Saved data entries:

--------

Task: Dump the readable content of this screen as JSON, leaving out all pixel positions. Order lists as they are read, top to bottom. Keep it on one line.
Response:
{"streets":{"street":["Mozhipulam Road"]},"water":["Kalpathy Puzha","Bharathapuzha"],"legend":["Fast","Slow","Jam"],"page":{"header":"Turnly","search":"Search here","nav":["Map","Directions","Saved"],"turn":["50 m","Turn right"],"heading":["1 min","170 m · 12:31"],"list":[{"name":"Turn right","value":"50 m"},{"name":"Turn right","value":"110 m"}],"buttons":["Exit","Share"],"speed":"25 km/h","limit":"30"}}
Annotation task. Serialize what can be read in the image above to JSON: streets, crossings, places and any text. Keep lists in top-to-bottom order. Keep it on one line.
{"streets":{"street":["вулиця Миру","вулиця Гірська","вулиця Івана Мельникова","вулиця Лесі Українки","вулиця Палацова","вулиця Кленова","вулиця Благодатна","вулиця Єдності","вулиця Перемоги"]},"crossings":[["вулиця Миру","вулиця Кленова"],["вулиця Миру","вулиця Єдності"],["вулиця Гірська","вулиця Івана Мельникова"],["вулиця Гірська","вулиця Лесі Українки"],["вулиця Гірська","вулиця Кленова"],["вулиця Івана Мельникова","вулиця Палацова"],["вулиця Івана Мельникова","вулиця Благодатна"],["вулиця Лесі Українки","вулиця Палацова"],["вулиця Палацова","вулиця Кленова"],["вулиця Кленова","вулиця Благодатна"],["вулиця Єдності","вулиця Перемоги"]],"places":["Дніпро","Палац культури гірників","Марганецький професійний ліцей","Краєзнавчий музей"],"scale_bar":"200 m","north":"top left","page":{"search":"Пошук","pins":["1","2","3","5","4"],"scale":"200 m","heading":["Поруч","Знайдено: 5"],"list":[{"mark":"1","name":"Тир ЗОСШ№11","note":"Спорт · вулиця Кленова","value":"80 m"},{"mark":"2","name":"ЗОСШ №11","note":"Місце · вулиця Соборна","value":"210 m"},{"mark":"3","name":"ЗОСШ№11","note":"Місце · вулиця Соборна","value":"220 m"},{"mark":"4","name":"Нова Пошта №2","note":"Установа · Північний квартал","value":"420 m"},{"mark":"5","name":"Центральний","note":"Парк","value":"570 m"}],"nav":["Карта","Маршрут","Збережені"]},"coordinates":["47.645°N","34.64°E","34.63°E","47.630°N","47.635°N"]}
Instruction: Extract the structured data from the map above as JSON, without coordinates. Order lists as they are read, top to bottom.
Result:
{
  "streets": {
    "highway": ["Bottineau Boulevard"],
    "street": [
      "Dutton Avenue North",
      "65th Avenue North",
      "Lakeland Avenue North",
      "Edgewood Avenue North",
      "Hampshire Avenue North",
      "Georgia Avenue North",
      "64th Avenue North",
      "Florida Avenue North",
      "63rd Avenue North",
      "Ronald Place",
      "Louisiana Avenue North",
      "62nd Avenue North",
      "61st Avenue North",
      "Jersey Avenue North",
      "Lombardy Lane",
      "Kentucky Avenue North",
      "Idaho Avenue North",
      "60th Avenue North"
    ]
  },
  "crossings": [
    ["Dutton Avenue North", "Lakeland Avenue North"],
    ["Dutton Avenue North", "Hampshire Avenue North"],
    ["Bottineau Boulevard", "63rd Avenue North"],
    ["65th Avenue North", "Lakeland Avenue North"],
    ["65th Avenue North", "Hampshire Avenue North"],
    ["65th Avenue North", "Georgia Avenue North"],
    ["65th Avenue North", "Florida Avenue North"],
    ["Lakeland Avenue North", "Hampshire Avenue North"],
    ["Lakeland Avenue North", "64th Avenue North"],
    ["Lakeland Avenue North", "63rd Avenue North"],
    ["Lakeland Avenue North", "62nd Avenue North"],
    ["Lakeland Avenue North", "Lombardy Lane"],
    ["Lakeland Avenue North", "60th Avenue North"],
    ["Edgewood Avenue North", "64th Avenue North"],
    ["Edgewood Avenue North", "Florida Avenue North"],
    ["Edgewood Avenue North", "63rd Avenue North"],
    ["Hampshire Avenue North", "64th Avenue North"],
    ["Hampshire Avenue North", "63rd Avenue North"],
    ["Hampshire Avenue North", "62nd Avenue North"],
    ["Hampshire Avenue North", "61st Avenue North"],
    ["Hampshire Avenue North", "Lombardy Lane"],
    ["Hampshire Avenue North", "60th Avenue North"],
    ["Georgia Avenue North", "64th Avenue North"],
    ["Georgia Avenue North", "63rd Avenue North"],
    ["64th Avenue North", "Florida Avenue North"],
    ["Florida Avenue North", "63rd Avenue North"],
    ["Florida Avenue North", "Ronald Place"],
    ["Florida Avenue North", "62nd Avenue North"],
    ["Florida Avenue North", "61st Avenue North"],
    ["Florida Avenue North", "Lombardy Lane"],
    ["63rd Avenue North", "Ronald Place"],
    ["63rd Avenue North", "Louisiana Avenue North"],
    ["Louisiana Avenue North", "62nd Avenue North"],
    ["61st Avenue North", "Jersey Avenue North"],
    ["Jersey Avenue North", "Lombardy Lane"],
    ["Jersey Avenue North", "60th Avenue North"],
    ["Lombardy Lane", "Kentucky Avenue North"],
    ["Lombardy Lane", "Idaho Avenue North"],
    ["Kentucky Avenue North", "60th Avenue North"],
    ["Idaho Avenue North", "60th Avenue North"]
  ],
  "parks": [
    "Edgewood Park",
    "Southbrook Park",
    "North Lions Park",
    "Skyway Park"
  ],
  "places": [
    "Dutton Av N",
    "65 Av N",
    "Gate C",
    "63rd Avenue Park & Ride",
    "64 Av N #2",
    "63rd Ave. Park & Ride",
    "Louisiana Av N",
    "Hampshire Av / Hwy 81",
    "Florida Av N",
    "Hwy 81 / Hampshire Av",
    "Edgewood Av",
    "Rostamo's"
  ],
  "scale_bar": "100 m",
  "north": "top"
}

--------

● How to complete this task: Within the entries, find each line holding the string "Idaho". Reply with how many there are, as a number alone.

● Answer space: 3